Anti-austerity Syriza party leader Alexis Tsipras has vowed to end Greece’s “five years of humiliation and pain” after his general election win.
Before cheering supporters, Mr Tsipras again pledged to renegotiate Greece’s massive international bailout.
With nearly all of the votes counted in Sunday’s poll, Syriza looks set to have 149 seats, just two short of an absolute majority.
Syriza’s victory has raised fears about Greece’s future in the euro.
The currency fell to $1.11 against the US dollar following the result – the lowest level in more than 11 years.
Greece has endured tough budget cuts in return for its 2010 bailout, worth €240bn (£179bn; $268bn) and negotiated with the so-called troika – the European Union, International Monetary Fund (IMF) and European Central Bank (ECB).
The economy has shrunk drastically since the 2008 global financial crisis, and increasing unemployment has thrown many Greeks into poverty.
Syriza’s election result will send shockwaves through Europe, the BBC’s Gavin Hewitt in Athens says.
A majority of voters in Greece have essentially rejected a core policy for dealing with the eurozone crisis as devised by Brussels and Germany, our correspondent adds.
The election result is expected to be one of the main issues at Monday’s meeting of 19 eurozone finance ministers.
In Germany, Bundesbank President Jens Weidmann said he hoped “the new Greek government will not make promises it cannot keep and the country cannot afford”.
Belgian Finance Minister Johan Van Overtveld was quoted by VRT network as saying that Greece “must respect the rules of monetary union”, although he added that there was room for some flexibility.

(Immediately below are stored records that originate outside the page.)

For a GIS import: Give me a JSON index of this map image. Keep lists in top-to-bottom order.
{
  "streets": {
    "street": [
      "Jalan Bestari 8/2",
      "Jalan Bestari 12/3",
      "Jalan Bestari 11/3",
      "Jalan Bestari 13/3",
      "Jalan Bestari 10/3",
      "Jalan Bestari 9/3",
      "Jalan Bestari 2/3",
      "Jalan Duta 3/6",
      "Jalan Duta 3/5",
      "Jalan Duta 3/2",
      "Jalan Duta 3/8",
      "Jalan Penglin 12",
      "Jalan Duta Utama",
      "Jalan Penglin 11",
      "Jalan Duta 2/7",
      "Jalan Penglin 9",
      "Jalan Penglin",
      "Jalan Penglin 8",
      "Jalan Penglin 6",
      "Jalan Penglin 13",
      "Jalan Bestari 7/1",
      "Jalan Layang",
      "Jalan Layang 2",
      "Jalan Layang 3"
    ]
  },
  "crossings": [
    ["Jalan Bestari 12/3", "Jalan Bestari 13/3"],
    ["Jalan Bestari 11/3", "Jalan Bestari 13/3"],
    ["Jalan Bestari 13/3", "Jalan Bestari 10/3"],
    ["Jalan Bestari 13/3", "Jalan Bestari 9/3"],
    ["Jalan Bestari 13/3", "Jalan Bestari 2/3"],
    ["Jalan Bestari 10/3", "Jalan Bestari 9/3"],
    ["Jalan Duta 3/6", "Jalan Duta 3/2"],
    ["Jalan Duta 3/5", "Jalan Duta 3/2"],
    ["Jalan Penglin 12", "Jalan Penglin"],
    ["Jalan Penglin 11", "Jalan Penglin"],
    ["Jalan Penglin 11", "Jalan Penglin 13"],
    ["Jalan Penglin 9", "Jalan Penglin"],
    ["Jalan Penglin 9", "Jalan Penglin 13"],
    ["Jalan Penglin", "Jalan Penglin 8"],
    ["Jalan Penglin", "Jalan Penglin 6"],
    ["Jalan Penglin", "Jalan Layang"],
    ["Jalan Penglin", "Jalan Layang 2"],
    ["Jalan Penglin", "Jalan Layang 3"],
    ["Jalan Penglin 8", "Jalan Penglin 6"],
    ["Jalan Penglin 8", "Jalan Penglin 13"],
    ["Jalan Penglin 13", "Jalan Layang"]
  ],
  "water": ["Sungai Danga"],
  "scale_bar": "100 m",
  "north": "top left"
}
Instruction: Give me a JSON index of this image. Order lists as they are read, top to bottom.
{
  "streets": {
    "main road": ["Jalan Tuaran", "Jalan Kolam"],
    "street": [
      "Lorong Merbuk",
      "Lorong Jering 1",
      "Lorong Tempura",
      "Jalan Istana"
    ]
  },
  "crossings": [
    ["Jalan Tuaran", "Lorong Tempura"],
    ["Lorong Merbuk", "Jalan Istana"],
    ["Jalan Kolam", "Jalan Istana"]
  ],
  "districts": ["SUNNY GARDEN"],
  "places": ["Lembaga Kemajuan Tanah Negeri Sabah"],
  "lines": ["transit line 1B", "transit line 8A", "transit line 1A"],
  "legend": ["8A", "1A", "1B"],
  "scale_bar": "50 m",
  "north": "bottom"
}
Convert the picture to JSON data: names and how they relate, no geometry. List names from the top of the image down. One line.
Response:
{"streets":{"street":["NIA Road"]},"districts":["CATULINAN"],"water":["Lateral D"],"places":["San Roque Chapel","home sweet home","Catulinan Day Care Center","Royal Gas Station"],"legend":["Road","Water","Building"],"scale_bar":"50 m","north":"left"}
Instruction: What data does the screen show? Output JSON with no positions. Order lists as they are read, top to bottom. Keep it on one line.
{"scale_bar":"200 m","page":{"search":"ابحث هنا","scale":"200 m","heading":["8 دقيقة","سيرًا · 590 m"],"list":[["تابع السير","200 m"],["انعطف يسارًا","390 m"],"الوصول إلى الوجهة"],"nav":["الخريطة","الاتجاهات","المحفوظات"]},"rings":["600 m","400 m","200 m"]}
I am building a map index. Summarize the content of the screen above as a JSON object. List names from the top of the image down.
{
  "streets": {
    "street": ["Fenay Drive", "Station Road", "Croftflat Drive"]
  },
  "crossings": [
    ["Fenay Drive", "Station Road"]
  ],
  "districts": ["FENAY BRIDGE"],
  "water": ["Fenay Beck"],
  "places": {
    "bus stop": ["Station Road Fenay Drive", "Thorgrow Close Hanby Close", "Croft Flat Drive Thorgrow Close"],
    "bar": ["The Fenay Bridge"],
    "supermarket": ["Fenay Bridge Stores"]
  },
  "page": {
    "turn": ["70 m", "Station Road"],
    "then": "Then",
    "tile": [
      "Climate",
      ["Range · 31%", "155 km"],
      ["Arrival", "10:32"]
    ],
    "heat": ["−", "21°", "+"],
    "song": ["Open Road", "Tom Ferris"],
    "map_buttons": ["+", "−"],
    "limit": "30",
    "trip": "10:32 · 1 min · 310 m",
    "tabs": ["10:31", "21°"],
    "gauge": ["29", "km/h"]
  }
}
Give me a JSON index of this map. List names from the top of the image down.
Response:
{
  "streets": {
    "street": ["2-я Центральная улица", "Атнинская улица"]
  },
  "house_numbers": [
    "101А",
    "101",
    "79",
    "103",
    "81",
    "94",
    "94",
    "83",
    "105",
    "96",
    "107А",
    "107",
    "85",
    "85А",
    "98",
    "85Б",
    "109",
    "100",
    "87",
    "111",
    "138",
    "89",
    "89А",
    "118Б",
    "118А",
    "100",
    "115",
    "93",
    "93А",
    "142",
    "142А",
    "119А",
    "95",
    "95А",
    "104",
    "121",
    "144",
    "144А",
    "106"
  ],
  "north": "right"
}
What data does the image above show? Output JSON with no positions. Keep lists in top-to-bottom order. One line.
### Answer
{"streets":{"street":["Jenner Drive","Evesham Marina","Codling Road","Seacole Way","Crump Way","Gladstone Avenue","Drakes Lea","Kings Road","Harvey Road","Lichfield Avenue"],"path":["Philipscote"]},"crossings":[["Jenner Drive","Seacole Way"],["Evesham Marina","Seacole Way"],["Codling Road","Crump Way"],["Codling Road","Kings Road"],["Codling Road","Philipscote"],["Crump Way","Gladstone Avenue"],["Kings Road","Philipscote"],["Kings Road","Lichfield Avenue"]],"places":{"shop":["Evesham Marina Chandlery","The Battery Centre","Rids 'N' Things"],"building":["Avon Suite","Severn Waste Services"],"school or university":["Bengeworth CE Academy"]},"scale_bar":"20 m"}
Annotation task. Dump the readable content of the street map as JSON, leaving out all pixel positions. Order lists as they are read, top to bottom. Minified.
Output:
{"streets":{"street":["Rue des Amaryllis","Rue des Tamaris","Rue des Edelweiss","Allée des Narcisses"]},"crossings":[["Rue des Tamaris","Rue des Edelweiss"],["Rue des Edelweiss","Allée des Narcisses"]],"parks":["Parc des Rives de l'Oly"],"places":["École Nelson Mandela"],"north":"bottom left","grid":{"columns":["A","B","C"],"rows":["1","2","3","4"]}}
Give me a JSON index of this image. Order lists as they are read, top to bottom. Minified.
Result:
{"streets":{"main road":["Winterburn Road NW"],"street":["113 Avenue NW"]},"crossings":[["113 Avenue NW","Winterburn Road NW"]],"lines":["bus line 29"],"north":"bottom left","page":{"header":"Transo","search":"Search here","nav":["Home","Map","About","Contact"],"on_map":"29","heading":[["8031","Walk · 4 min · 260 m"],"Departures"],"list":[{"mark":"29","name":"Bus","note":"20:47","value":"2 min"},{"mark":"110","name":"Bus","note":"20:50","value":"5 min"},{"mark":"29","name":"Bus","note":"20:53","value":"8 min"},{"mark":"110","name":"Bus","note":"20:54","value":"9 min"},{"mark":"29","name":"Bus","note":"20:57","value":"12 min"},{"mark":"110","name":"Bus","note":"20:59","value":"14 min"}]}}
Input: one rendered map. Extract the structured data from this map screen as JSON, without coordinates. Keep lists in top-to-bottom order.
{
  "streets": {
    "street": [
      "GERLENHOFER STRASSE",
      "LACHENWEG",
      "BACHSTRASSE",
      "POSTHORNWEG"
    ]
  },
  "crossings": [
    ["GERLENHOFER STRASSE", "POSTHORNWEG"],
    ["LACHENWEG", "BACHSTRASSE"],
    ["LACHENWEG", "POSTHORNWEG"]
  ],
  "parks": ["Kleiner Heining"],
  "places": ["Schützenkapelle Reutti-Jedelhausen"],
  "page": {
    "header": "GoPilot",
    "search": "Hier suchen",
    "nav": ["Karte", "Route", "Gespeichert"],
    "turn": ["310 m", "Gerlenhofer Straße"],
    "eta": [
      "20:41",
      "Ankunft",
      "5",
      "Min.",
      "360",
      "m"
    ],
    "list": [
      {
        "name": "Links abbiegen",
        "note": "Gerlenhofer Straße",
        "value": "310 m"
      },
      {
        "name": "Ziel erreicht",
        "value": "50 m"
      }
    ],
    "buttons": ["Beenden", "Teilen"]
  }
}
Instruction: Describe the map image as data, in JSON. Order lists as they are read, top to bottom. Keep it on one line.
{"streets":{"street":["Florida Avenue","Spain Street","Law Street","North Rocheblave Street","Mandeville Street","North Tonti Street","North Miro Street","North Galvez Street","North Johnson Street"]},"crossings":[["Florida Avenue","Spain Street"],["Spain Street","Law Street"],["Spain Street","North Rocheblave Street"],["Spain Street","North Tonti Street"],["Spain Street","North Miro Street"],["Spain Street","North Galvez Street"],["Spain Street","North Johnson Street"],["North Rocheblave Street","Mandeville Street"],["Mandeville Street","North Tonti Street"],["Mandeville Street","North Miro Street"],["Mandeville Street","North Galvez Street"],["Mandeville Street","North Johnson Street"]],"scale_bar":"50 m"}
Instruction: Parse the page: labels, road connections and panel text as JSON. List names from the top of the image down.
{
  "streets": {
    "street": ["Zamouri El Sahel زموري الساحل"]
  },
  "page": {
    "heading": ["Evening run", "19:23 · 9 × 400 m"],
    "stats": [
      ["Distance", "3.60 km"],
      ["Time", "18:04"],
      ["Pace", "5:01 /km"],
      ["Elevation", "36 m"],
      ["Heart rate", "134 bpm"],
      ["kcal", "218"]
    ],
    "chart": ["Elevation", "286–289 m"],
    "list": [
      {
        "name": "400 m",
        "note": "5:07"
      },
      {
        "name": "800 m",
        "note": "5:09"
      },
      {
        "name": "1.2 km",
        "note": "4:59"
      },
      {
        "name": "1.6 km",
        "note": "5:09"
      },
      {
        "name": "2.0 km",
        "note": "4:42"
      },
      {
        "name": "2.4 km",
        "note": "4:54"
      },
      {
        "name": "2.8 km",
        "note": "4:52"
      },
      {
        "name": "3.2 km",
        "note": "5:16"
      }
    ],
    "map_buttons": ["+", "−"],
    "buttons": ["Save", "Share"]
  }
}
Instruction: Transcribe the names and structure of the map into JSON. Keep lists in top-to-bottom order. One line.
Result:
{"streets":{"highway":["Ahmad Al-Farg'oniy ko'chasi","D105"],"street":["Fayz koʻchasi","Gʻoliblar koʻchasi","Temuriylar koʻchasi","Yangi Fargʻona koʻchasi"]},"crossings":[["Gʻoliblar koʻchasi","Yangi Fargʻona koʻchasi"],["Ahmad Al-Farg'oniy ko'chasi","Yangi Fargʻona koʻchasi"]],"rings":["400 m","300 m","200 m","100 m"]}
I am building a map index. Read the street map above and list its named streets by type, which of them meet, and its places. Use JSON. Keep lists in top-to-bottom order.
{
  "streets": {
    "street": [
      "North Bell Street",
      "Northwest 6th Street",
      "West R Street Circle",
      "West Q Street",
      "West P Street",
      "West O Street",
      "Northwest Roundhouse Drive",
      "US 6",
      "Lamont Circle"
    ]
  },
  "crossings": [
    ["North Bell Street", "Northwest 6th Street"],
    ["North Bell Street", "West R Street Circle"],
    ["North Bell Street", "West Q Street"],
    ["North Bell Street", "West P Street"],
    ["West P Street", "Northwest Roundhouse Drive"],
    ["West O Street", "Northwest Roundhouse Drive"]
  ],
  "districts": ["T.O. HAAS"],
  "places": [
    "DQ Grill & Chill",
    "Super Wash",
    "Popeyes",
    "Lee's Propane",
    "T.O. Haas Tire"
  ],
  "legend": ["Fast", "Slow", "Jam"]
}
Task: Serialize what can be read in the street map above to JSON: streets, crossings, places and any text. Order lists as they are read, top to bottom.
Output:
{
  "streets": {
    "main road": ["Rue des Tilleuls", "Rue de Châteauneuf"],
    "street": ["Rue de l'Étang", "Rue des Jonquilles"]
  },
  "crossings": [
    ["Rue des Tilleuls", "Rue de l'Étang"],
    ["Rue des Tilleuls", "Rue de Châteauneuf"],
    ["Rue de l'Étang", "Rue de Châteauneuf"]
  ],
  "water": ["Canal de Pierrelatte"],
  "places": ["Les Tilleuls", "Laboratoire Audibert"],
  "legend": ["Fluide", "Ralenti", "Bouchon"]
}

UK’s Chancellor of the Exchequer (Finance Minister) George Osborne told the BBC: “Ultimately if you take at face value all the things that the new Greek government has promised – including big increases in public expenditure – you know, I think that is going to be very difficult to deliver, and incompatible with what the eurozone currently demands of its members.”
In Italy, EU Affairs Minister Sandro Gozi said: “After this vote we will have new opportunities to pursue change in Europe to create growth and investment and fight against unemployment.”
Results from Greece’s election commission showed a clear Syriza lead.
With most votes counted, Syriza polled 36%, while the outgoing New Democracy won 28%.
Another five parties – including the far-right Golden Dawn and centrist The River – are expected to be represented in the 300-member parliament.
Syriza is thought likely to begin talks with smaller parties on forming a government.
Outgoing Prime Minister Antonis Samaras has admitted defeat.
Addressing his cheering supporters in Athens late on Sunday, Mr Tsipras said “the Greeks wrote history”.
“Greece is leaving behind catastrophic austerity, it is leaving behind the fear and the autocracy, it is leaving behind five years of humiliation and pain”.
“Your mandate is undoubtedly cancelling the bailouts of austerity and destruction.
“The troika for Greece is the thing of the past,” he added.
Mr Tsipras promised to write off half of Greece’s debt, but was ready to negotiate “a viable solution” and wants the country to stay in the eurozone.
For his part, Mr Samaras said: “The Greek people have spoken and I respect their decision,” pointing out that he had inherited a “hot potato” on coming into office and that he and his party had done much to restore his country’s finances.